### DIRECTIONS FOR THIS TASK:
In the entries below, find the line with "ctx.strokeStyle = color;" and the line with "ctx.translate(x, y);". Reproduce those two lines and every line between them exactly, and nothing more.

Saved data entries
+ + + + +

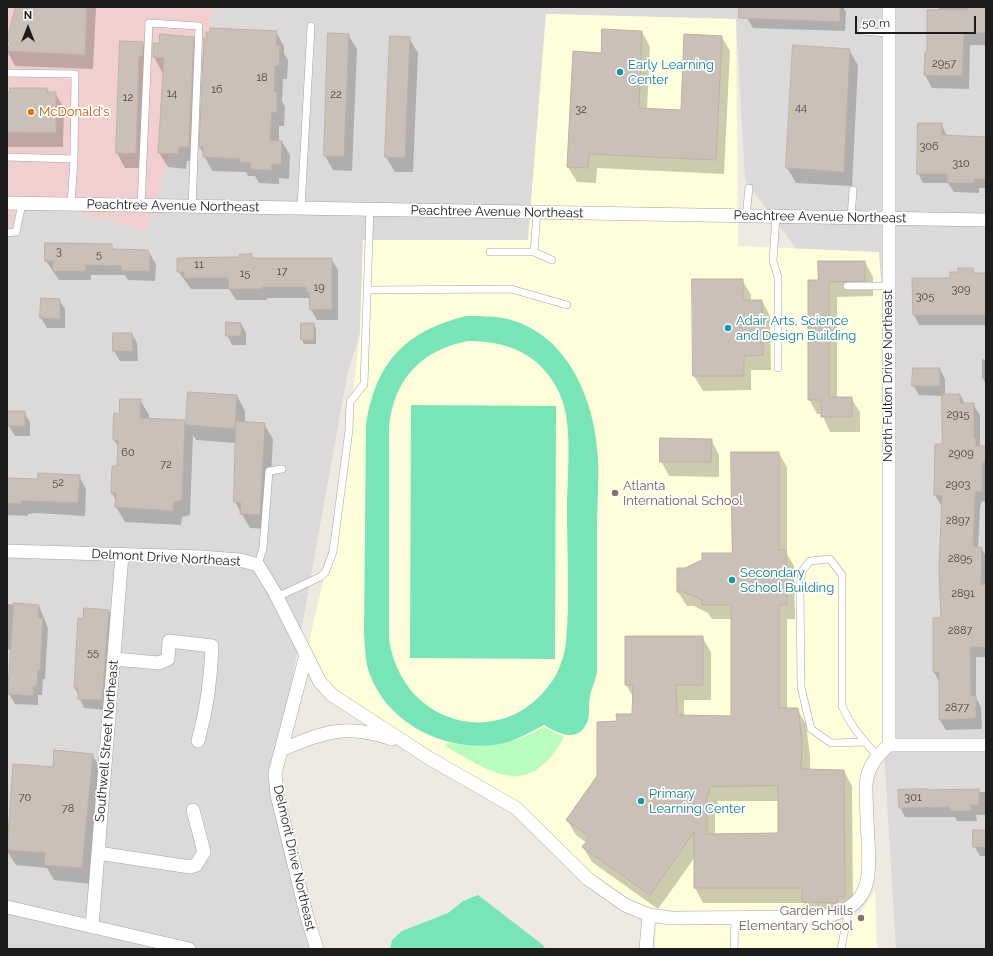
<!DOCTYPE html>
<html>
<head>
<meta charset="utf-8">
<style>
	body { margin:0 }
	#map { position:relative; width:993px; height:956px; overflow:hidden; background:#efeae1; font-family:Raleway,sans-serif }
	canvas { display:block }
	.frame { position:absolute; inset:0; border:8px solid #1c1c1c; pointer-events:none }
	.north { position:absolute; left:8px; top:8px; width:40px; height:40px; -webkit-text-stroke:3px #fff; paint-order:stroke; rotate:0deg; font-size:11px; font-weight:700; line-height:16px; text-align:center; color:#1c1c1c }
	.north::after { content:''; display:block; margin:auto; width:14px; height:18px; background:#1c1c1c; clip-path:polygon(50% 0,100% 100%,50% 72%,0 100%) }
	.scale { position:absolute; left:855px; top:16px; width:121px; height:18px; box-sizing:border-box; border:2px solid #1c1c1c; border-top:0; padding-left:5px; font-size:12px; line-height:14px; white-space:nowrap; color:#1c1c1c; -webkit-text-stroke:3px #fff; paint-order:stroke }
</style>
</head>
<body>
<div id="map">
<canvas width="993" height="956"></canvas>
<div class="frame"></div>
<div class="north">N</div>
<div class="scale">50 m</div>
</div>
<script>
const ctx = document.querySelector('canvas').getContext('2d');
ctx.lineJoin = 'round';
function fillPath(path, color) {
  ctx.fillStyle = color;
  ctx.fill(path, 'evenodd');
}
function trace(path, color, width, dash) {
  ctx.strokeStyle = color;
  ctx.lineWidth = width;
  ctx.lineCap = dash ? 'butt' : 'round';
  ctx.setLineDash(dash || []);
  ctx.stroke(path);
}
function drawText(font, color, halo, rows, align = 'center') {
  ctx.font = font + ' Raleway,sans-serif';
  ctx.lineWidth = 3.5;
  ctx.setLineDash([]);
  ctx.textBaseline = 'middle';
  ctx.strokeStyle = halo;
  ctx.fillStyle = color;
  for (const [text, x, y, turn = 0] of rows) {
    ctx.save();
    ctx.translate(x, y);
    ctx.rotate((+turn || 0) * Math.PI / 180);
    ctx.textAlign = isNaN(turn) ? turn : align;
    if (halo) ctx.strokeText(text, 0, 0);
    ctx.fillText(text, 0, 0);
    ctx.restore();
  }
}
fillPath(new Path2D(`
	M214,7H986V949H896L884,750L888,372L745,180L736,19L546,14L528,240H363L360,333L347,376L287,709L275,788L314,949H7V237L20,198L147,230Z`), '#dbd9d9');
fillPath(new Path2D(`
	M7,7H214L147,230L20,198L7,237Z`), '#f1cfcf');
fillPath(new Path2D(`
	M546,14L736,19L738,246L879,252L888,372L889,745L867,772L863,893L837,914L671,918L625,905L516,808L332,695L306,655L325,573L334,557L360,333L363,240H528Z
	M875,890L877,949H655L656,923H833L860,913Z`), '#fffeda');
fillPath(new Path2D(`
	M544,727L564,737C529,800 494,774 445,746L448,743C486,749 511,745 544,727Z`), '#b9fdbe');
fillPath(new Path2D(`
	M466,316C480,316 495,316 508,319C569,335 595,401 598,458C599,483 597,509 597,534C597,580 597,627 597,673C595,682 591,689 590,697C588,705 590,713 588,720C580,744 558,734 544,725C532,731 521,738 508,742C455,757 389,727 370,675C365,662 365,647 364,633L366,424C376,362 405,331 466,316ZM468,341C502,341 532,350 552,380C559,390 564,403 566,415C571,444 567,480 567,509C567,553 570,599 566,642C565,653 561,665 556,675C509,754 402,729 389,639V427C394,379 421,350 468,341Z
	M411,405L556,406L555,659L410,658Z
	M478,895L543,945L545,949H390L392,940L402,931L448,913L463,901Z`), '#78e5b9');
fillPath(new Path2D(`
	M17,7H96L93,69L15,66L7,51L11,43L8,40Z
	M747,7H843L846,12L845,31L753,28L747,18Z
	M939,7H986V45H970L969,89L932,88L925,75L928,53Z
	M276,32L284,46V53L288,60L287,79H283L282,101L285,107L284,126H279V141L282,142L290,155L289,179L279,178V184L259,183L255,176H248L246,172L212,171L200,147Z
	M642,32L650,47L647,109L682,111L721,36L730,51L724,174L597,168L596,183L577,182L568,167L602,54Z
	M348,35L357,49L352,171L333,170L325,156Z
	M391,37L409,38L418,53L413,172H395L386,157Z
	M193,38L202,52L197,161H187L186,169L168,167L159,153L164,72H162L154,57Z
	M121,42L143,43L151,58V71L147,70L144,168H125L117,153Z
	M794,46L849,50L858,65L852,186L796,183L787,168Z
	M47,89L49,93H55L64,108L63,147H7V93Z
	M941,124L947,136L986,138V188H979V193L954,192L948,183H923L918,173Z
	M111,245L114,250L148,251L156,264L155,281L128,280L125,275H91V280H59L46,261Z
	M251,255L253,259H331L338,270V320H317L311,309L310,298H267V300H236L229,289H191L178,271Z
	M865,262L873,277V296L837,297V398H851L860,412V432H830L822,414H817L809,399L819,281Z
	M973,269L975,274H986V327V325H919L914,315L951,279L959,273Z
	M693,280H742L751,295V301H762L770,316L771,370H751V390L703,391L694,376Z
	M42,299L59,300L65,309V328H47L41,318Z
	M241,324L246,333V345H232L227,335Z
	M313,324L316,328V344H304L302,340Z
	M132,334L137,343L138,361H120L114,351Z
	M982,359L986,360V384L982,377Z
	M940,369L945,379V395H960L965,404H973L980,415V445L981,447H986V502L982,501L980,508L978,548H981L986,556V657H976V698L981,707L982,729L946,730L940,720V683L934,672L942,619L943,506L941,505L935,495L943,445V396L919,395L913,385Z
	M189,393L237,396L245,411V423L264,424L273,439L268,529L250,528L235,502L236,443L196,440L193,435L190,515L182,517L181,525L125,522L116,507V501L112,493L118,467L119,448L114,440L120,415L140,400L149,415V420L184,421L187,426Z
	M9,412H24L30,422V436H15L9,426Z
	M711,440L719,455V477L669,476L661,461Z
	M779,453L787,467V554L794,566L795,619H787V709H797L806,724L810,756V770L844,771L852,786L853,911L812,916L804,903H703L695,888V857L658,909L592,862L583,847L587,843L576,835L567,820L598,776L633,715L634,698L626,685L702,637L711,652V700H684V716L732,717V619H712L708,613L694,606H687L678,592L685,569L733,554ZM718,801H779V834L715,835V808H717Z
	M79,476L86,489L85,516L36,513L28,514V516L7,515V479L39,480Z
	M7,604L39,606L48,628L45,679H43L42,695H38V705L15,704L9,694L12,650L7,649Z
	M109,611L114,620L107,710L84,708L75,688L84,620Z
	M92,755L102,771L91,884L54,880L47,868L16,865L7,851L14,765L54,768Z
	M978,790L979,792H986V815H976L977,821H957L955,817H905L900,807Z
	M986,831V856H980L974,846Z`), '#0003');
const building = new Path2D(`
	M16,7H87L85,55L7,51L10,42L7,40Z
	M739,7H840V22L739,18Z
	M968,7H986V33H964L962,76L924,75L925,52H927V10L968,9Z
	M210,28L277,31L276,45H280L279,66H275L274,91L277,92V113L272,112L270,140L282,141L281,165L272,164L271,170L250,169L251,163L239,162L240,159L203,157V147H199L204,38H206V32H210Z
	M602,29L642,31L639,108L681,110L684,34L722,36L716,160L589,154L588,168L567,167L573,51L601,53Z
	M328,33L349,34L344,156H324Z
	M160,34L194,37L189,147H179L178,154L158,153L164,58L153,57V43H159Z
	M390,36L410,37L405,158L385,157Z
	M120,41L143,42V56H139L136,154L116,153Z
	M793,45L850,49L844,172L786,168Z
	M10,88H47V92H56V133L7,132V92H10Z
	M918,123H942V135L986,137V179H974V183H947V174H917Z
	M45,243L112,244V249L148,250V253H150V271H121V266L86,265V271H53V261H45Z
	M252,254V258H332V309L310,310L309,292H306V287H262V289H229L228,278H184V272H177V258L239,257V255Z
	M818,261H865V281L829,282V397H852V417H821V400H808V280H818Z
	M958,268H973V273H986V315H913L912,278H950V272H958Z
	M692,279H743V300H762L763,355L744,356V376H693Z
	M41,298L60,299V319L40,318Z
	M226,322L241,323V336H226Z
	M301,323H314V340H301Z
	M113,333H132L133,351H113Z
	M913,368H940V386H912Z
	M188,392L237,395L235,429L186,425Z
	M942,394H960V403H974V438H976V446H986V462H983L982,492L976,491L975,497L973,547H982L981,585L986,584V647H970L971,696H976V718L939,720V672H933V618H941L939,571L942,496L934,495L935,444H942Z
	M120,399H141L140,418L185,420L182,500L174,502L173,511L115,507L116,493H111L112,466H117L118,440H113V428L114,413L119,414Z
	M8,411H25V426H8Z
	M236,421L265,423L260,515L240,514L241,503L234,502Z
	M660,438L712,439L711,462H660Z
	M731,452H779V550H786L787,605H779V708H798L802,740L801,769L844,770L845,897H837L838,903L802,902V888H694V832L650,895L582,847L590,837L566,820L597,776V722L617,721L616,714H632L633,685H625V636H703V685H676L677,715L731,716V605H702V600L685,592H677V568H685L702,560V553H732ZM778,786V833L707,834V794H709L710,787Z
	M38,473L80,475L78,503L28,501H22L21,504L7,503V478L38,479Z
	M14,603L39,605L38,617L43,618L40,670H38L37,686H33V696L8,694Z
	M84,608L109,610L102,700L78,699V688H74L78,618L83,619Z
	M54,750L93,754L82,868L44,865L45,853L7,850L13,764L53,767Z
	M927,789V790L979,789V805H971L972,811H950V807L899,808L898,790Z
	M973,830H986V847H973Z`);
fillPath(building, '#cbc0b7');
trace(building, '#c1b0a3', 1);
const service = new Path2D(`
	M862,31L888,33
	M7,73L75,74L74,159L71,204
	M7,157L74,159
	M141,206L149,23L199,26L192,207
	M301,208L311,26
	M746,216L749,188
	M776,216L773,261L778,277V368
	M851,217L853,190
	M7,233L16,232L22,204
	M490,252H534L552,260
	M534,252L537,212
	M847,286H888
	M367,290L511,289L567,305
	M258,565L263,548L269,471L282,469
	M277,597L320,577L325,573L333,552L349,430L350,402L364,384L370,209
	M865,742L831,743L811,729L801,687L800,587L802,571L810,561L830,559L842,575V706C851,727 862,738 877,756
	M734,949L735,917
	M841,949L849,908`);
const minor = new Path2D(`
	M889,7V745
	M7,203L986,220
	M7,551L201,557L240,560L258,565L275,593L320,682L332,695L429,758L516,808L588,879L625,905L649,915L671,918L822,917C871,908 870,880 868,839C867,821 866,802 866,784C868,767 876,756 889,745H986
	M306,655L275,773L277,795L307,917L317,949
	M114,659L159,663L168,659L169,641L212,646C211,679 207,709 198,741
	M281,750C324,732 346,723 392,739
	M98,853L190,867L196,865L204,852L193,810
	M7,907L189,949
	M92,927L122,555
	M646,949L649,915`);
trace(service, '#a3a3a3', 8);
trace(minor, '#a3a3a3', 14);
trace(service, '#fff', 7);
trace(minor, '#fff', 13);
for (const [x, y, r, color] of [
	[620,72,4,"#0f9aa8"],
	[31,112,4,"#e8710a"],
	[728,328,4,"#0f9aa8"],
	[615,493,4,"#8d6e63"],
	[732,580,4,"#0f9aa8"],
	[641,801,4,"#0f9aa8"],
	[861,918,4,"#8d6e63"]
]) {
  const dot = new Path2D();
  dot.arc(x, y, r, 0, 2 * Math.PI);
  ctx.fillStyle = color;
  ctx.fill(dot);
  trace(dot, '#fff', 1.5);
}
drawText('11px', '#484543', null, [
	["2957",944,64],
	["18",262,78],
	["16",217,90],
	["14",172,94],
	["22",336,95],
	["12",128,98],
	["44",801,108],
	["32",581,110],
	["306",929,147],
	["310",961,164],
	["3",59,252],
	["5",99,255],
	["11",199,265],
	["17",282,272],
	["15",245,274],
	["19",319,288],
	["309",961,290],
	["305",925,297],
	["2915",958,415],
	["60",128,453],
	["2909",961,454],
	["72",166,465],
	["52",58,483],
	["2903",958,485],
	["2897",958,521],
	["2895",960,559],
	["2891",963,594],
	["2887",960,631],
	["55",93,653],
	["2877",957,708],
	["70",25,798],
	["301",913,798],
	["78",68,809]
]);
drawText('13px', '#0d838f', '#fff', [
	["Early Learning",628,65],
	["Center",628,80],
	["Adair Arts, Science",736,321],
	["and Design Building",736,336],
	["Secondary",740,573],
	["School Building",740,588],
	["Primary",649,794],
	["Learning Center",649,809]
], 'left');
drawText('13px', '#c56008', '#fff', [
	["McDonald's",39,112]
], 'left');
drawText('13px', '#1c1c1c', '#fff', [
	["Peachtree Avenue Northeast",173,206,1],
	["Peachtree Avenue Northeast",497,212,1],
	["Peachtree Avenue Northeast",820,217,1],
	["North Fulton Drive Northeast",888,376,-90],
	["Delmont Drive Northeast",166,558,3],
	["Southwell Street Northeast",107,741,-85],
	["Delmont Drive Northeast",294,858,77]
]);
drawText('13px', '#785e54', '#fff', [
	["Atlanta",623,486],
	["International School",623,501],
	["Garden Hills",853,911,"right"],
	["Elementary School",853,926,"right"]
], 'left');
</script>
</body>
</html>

+ + + + +

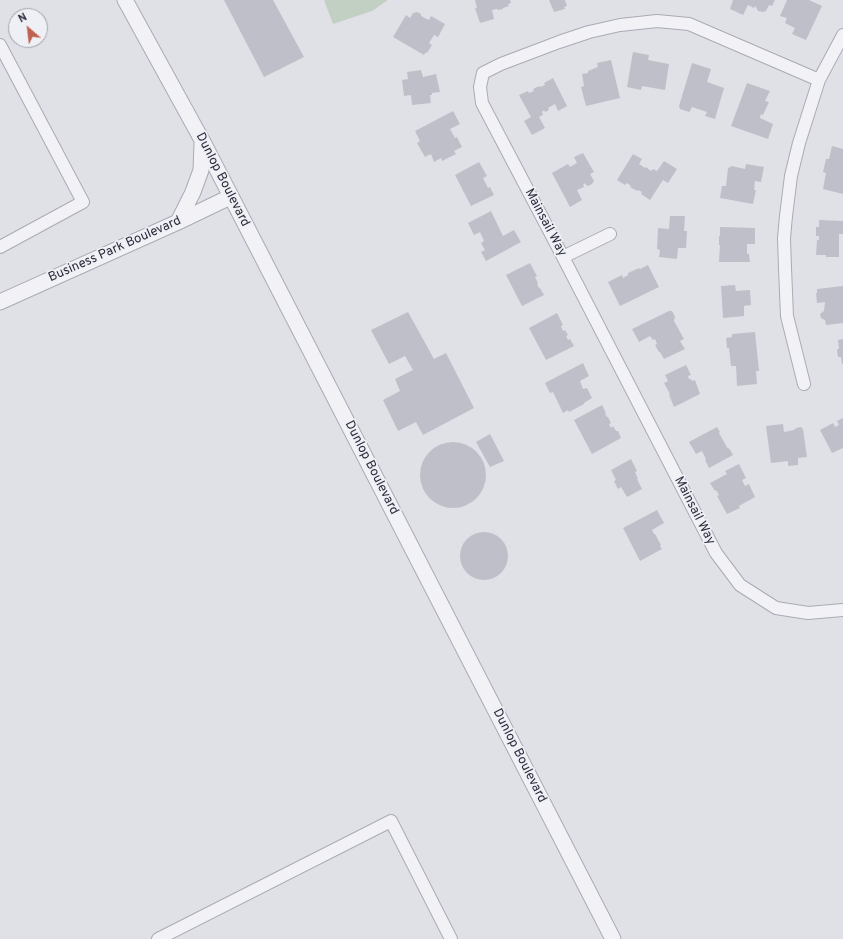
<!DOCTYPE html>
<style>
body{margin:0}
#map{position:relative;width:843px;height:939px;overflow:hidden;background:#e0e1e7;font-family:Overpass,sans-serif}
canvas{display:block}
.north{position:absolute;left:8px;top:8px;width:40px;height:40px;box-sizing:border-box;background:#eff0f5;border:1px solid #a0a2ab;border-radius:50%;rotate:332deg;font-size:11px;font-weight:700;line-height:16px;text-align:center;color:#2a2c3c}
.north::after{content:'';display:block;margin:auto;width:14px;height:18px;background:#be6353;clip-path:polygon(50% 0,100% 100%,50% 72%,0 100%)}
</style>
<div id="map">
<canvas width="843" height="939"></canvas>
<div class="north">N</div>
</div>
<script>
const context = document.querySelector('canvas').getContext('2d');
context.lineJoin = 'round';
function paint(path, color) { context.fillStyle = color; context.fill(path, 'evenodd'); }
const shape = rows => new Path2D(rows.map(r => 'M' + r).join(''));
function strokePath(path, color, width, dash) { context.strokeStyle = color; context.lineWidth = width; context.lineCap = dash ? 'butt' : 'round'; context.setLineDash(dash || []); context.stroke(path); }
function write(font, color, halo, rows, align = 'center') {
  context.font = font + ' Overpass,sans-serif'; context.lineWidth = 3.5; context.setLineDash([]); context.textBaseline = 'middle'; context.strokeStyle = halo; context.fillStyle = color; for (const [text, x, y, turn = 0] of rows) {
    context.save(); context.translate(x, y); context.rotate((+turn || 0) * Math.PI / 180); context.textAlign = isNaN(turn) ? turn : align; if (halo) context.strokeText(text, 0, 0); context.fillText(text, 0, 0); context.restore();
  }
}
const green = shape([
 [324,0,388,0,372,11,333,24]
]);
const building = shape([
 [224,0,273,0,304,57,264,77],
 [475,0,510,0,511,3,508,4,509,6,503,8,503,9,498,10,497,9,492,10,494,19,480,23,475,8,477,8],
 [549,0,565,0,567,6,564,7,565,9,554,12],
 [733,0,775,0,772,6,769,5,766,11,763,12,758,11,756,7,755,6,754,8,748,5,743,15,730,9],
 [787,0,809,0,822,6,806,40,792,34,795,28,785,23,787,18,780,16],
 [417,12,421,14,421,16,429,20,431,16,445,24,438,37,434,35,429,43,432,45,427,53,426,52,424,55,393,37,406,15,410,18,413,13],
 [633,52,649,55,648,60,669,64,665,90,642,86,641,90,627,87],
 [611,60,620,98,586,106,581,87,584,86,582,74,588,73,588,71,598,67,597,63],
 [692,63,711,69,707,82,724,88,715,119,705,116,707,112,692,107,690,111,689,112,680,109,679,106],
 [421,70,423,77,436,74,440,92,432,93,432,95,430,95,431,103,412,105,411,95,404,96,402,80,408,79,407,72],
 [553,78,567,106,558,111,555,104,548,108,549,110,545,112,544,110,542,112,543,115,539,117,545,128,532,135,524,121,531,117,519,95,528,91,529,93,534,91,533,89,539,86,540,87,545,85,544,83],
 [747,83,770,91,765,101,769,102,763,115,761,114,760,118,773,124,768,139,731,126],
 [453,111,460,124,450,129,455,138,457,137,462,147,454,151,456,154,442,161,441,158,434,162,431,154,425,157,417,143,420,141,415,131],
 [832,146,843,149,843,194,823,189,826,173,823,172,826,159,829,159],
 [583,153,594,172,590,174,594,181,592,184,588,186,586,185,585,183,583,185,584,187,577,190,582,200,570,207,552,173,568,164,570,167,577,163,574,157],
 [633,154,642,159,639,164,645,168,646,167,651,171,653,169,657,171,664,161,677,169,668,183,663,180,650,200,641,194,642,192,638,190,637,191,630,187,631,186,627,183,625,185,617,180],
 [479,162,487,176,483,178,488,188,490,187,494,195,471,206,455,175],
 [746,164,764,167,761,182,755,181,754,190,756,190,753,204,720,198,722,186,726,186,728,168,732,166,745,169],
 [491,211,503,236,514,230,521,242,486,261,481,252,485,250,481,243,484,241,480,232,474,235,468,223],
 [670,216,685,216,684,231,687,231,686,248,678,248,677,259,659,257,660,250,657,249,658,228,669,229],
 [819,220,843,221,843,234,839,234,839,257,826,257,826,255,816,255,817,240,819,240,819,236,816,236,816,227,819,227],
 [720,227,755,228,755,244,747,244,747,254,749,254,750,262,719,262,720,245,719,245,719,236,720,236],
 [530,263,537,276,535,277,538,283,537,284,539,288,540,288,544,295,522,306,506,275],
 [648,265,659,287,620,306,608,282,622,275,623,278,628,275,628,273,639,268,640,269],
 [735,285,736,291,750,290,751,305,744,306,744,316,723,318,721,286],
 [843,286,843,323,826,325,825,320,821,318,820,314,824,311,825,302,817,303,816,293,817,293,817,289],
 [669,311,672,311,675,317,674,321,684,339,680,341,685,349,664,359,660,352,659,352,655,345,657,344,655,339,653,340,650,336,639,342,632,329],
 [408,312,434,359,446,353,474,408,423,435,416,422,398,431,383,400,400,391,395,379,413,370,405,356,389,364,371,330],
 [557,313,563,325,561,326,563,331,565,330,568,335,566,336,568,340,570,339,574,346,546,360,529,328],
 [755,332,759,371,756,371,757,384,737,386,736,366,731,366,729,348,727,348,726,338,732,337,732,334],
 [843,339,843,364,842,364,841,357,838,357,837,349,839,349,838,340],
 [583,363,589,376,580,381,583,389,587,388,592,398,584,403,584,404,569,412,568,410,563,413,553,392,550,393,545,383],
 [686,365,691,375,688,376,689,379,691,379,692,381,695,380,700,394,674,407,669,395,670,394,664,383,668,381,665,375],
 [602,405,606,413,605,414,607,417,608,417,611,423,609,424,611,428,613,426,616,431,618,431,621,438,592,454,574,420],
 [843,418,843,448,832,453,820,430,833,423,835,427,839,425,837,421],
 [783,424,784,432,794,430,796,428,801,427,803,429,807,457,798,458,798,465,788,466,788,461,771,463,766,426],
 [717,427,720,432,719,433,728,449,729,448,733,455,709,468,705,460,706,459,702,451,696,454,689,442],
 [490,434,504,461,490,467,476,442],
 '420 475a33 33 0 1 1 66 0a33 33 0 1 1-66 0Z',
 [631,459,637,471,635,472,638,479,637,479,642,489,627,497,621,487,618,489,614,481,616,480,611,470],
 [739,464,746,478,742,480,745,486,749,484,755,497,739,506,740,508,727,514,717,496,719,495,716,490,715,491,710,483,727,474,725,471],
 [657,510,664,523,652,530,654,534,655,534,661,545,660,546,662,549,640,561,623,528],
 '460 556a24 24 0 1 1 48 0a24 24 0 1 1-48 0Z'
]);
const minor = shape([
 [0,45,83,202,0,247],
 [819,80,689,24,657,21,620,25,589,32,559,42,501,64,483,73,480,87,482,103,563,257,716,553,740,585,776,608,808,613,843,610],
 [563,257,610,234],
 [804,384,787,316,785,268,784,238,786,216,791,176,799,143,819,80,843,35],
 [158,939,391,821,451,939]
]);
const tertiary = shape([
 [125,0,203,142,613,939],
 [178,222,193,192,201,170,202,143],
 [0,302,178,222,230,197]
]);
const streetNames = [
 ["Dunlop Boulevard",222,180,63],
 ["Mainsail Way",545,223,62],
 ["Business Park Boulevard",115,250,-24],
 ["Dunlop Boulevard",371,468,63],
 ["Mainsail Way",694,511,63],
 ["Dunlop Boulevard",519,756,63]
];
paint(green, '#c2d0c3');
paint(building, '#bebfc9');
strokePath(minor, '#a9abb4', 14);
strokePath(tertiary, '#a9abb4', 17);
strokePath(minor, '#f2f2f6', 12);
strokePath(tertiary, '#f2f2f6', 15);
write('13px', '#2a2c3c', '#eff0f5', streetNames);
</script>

+ + + + +

### ANSWER FOR THE TASK:
  ctx.strokeStyle = color;
  ctx.lineWidth = width;
  ctx.lineCap = dash ? 'butt' : 'round';
  ctx.setLineDash(dash || []);
  ctx.stroke(path);
}
function drawText(font, color, halo, rows, align = 'center') {
  ctx.font = font + ' Raleway,sans-serif';
  ctx.lineWidth = 3.5;
  ctx.setLineDash([]);
  ctx.textBaseline = 'middle';
  ctx.strokeStyle = halo;
  ctx.fillStyle = color;
  for (const [text, x, y, turn = 0] of rows) {
    ctx.save();
    ctx.translate(x, y);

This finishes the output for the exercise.